The word "controls": say how many lines of the data below contain it, and give the number alone.

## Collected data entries
#####
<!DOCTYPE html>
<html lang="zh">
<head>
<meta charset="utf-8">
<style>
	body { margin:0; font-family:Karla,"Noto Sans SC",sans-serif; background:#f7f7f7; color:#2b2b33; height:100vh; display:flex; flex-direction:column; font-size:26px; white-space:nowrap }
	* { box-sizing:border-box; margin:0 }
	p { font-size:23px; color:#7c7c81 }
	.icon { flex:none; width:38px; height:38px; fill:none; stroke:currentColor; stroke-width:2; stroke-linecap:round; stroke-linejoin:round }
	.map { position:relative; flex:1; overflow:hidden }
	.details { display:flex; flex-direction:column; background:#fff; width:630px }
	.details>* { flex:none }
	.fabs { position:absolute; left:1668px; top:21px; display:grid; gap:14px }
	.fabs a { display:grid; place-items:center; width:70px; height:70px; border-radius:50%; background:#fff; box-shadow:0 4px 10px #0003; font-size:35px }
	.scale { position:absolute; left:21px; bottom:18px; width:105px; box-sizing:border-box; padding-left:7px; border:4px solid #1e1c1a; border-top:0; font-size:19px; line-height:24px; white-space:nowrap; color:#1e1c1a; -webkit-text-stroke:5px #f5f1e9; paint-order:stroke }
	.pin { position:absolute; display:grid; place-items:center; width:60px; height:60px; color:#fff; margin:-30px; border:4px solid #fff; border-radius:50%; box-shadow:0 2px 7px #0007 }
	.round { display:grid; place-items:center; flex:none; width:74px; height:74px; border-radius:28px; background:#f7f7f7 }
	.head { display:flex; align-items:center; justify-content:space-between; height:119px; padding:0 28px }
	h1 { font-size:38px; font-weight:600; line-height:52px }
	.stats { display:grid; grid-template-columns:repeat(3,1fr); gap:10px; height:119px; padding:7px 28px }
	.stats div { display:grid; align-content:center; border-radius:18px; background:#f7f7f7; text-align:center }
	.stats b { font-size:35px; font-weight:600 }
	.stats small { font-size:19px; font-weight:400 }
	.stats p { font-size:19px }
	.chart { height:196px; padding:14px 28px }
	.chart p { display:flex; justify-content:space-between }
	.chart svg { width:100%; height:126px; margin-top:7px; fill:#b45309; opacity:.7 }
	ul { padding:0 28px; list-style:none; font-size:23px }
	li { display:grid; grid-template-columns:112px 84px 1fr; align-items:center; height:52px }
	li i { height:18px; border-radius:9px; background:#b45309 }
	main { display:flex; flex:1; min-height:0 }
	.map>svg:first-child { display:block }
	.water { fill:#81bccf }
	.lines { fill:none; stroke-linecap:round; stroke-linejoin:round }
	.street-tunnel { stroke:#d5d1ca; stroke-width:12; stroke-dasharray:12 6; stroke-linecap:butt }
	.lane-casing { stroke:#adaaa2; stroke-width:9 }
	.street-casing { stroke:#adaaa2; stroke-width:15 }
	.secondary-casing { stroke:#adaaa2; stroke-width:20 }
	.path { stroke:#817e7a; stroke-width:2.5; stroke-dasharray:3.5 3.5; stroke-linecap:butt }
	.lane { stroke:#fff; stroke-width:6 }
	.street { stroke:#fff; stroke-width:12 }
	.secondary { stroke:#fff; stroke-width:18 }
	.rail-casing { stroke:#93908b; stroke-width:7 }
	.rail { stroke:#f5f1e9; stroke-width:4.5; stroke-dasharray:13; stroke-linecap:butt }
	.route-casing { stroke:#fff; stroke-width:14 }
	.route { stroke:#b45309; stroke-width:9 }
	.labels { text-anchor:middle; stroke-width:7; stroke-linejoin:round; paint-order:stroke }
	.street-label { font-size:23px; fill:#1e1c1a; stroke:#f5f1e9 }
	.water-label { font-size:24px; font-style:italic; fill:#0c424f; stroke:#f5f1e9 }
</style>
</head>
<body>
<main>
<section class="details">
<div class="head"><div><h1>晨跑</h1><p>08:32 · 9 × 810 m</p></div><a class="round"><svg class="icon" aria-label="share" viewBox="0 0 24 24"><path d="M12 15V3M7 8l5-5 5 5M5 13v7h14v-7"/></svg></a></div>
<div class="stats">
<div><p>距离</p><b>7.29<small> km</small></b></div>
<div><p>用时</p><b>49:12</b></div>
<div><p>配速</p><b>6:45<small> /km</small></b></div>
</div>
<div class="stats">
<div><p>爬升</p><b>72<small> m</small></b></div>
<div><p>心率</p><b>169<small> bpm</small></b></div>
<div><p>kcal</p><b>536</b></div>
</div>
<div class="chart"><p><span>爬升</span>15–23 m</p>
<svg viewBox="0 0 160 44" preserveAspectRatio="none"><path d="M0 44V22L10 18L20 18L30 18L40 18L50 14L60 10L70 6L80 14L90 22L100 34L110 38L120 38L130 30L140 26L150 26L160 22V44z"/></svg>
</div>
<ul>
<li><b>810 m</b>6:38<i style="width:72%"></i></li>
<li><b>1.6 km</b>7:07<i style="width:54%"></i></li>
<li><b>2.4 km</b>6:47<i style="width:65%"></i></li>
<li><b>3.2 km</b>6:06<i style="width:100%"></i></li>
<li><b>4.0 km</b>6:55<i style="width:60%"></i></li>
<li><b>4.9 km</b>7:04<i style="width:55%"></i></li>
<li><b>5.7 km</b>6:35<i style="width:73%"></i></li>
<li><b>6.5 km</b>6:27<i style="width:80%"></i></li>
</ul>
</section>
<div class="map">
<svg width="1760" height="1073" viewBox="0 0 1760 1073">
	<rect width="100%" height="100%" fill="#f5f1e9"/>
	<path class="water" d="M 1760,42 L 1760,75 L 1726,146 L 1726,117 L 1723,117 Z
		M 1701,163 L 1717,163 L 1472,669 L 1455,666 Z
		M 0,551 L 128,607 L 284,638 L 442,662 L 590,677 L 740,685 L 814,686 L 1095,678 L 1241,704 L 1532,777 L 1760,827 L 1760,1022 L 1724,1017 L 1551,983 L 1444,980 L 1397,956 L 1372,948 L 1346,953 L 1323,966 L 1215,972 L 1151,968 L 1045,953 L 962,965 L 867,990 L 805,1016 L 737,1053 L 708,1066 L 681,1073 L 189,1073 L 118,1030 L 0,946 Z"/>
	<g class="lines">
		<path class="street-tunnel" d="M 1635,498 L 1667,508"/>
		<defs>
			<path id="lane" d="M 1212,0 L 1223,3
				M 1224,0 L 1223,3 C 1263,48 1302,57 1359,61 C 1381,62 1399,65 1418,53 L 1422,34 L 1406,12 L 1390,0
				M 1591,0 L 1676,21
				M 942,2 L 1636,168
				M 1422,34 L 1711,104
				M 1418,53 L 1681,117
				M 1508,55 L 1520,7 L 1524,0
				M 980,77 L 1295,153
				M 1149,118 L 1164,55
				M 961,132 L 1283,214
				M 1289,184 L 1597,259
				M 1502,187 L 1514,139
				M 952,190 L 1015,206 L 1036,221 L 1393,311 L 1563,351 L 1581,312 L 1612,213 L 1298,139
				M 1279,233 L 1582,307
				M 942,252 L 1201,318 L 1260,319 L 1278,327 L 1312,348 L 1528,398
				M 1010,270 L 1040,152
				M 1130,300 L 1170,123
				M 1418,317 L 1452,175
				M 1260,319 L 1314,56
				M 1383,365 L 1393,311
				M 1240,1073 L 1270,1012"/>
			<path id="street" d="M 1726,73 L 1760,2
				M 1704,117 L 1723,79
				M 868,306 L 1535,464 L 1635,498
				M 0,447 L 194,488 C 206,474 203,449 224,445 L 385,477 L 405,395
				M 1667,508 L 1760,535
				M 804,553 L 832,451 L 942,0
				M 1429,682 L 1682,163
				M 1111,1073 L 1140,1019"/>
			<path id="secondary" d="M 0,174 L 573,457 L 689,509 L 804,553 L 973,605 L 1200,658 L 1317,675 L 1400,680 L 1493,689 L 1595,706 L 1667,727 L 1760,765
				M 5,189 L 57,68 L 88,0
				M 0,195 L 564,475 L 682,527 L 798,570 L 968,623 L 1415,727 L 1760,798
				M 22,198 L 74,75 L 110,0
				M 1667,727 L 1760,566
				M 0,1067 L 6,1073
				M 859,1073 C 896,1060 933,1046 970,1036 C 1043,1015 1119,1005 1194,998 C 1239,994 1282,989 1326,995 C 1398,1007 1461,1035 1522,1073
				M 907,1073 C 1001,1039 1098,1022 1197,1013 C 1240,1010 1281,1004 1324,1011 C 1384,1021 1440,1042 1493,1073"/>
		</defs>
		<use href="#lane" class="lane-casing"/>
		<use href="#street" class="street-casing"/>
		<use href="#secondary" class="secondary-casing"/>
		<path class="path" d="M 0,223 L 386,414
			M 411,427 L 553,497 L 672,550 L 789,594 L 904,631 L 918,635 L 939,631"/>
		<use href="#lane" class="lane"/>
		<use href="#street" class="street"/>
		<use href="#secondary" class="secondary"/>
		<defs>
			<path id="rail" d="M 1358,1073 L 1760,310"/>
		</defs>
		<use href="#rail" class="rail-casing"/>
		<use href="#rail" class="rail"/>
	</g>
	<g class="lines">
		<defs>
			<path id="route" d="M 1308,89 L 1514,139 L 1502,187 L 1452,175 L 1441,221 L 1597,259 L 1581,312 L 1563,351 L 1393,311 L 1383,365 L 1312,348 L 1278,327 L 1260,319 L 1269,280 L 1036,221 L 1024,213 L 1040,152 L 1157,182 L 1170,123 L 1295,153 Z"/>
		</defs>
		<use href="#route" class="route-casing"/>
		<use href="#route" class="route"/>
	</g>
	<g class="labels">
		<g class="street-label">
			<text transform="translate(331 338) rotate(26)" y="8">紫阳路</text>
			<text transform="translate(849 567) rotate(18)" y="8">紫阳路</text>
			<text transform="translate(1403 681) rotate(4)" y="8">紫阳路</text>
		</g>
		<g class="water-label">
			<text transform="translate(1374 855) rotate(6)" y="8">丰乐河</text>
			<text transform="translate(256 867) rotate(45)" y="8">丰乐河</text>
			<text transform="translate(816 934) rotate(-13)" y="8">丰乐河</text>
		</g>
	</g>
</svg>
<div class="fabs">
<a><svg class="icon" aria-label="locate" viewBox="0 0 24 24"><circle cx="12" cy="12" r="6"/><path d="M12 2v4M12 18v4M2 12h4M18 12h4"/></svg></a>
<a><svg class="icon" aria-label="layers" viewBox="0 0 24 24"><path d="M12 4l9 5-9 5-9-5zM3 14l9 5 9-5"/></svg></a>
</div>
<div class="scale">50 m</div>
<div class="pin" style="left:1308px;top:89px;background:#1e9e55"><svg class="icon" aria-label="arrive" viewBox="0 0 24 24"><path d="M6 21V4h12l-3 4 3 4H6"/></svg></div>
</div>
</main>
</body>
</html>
#####
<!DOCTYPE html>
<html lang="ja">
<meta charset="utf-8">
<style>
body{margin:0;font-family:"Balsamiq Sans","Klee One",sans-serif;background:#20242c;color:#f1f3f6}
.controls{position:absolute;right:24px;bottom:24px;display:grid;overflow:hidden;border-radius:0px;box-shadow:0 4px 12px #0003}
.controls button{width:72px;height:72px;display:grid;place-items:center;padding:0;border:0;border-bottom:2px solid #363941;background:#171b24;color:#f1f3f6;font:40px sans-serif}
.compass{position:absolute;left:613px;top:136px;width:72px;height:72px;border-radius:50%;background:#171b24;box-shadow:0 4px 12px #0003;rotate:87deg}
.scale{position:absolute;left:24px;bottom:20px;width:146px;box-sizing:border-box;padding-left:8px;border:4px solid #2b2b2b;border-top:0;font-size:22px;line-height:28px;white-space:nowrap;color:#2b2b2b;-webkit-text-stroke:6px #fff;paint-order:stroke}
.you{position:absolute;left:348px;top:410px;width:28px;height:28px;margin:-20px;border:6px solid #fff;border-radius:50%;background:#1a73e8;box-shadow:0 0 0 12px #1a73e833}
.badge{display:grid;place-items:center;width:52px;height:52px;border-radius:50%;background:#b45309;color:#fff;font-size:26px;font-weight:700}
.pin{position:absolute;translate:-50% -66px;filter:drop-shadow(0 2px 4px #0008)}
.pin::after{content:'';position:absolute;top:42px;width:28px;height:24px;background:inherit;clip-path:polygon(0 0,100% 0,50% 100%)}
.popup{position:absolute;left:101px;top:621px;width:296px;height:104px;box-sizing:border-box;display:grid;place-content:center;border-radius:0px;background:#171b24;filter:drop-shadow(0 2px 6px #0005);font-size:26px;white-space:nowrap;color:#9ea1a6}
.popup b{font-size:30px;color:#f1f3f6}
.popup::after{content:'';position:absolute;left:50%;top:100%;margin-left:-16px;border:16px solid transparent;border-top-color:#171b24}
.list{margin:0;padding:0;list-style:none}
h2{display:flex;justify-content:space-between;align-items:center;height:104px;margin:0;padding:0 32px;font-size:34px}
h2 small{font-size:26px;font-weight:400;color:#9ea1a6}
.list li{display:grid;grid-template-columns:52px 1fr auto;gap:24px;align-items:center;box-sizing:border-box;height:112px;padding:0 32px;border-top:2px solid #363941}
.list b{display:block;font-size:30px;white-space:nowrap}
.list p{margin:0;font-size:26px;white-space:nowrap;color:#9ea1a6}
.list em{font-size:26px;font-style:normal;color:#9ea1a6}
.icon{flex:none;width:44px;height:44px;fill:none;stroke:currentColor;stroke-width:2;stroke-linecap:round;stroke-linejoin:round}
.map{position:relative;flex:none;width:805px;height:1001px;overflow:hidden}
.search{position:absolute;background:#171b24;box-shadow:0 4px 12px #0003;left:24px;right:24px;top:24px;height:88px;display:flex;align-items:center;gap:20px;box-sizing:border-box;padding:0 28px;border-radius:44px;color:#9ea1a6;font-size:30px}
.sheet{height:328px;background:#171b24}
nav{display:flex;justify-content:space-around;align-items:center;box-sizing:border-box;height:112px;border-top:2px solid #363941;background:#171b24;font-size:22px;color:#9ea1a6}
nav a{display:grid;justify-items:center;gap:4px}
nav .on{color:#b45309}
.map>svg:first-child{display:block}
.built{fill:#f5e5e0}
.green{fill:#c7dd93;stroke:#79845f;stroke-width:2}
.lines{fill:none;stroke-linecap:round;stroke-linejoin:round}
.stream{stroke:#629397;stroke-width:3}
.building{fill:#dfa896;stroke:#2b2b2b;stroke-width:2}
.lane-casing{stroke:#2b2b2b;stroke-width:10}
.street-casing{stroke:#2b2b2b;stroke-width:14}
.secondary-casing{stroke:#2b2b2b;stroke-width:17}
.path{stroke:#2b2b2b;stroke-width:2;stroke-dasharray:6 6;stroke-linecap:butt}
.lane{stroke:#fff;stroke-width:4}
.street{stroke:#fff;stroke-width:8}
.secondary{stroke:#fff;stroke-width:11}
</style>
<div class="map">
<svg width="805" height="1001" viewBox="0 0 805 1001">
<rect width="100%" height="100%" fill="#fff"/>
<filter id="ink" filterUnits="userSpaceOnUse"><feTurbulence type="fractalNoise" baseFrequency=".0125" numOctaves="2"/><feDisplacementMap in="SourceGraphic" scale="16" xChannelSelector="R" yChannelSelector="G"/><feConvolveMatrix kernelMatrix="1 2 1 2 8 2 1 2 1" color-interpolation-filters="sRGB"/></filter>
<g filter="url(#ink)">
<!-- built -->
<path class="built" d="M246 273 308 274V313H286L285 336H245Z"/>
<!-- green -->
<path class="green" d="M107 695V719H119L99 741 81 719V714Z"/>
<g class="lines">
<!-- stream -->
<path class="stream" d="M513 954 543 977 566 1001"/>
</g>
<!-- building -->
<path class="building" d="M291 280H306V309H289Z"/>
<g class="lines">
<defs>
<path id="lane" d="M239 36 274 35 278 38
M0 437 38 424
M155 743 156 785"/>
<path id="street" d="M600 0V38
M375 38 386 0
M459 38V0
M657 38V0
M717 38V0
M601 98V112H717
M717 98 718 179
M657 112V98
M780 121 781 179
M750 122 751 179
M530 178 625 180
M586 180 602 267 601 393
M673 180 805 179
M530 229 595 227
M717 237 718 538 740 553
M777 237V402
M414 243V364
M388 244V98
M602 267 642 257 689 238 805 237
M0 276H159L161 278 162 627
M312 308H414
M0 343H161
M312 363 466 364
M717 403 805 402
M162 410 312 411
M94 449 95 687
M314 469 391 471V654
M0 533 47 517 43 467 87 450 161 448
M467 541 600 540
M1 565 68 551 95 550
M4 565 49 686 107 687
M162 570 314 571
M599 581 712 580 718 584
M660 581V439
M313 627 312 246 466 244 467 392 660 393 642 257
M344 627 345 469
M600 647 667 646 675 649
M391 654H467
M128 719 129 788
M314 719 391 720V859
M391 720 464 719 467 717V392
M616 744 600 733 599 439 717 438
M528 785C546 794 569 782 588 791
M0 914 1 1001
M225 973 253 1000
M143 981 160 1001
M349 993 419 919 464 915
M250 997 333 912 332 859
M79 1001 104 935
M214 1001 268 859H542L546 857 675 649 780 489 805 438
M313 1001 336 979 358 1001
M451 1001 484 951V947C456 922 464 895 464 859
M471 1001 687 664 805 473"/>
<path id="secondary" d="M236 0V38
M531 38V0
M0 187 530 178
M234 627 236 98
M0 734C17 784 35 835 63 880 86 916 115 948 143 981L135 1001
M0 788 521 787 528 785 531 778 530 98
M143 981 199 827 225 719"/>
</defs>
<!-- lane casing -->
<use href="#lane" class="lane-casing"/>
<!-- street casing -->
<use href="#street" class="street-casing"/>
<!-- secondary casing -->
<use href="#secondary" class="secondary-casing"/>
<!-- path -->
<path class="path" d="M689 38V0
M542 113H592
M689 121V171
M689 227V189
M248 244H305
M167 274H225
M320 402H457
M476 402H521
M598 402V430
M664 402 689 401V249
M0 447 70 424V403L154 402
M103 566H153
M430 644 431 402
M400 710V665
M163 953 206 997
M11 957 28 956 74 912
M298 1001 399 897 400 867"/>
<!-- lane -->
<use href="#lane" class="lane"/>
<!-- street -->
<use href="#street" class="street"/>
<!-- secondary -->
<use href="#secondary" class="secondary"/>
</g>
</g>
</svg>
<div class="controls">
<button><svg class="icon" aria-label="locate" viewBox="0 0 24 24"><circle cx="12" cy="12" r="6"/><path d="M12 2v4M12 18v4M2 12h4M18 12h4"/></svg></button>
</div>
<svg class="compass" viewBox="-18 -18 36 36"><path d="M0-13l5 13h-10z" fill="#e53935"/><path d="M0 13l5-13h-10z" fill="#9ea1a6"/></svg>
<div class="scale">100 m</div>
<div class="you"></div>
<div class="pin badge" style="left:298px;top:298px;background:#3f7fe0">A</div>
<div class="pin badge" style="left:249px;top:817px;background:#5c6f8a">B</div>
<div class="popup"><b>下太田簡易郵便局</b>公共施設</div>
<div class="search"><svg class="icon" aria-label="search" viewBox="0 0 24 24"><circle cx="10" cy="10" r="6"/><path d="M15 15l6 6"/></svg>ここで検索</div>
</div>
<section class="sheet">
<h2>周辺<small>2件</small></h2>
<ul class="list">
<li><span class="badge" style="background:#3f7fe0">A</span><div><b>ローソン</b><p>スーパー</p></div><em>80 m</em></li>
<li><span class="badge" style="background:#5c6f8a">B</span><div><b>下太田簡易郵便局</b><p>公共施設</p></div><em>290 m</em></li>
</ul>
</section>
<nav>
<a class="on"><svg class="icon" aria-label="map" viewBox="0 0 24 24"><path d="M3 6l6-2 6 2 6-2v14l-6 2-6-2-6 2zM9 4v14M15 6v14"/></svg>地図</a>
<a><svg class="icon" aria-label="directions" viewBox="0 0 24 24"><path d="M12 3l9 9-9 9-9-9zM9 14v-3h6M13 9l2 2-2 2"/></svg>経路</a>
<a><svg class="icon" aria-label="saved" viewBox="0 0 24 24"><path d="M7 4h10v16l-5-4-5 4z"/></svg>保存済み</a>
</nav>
#####
## Written reply
3